Entries supplied below:
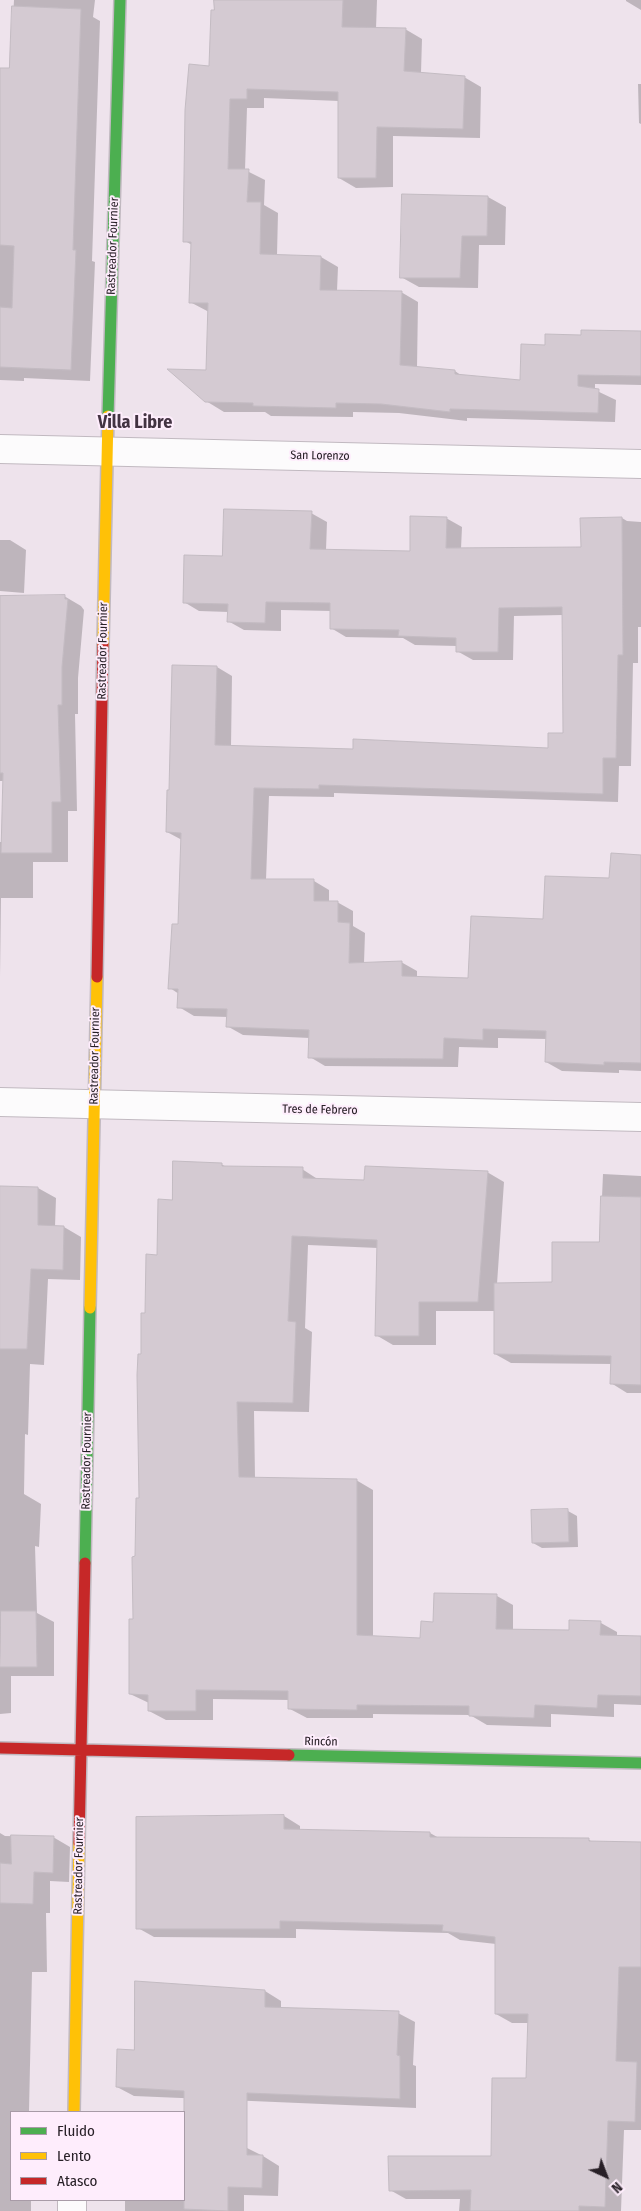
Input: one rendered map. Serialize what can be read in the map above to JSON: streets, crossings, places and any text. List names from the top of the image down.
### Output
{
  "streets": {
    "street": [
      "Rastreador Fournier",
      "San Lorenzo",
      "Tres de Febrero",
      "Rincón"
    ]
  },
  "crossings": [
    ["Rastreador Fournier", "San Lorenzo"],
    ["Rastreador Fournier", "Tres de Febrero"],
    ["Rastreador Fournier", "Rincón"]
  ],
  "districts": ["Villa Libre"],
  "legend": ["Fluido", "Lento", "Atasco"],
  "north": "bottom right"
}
End of Entries supplied.
Entries supplied below:
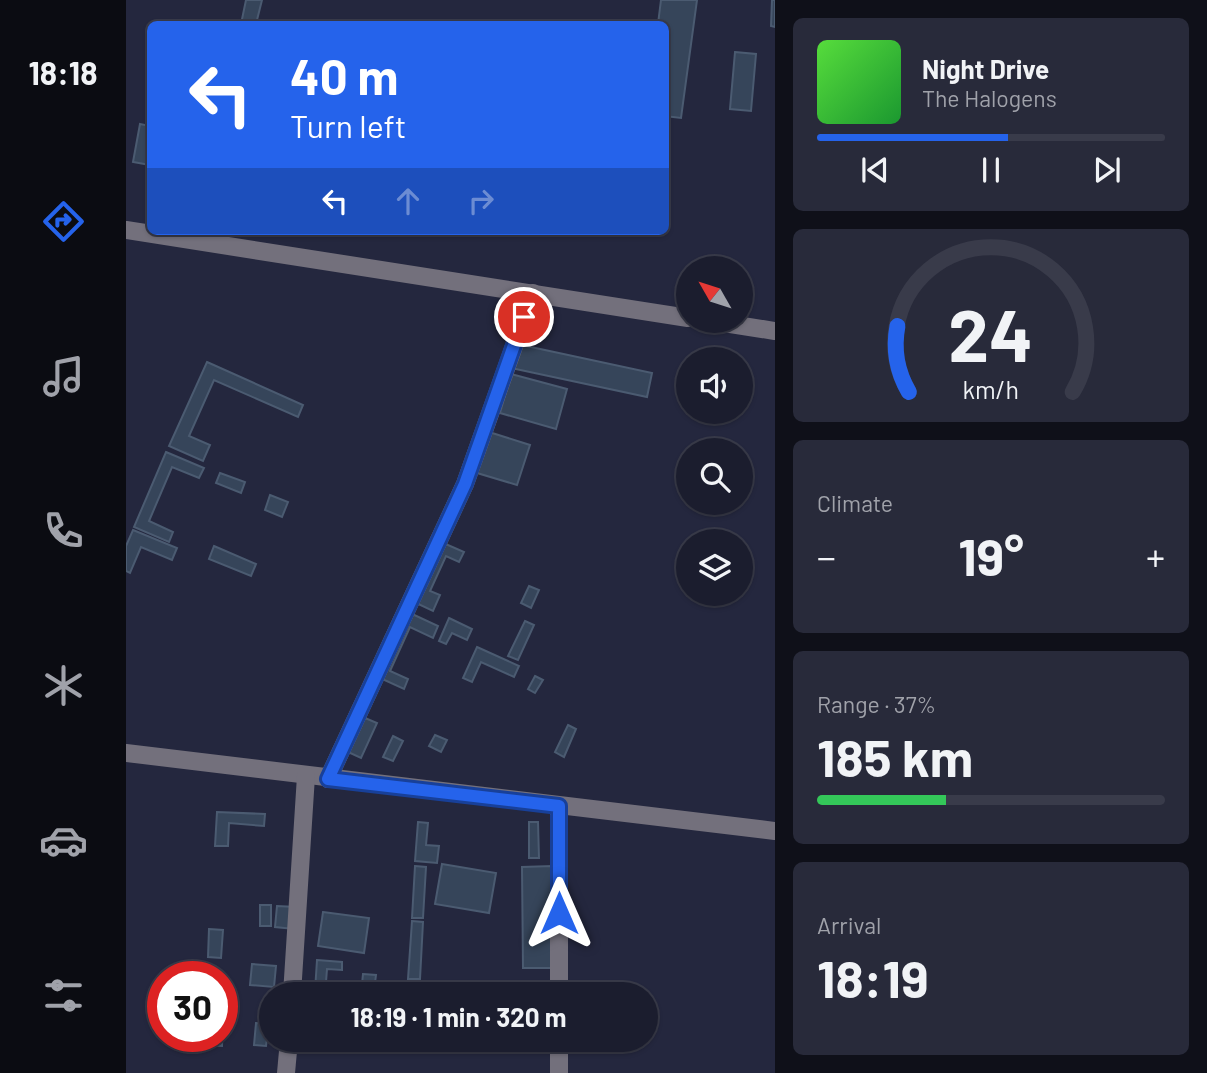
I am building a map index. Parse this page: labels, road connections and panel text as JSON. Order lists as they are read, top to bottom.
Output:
End of Entries supplied.
Work to complete:
Sift the material for lines with the string "JSON". Copy each one found.

Solution below:
Input: one rendered map. Serialize what can be read in the map above to JSON: streets, crossings, places and any text. List names from the top of the image down.
I am building a map index. Parse this page: labels, road connections and panel text as JSON. Order lists as they are read, top to bottom.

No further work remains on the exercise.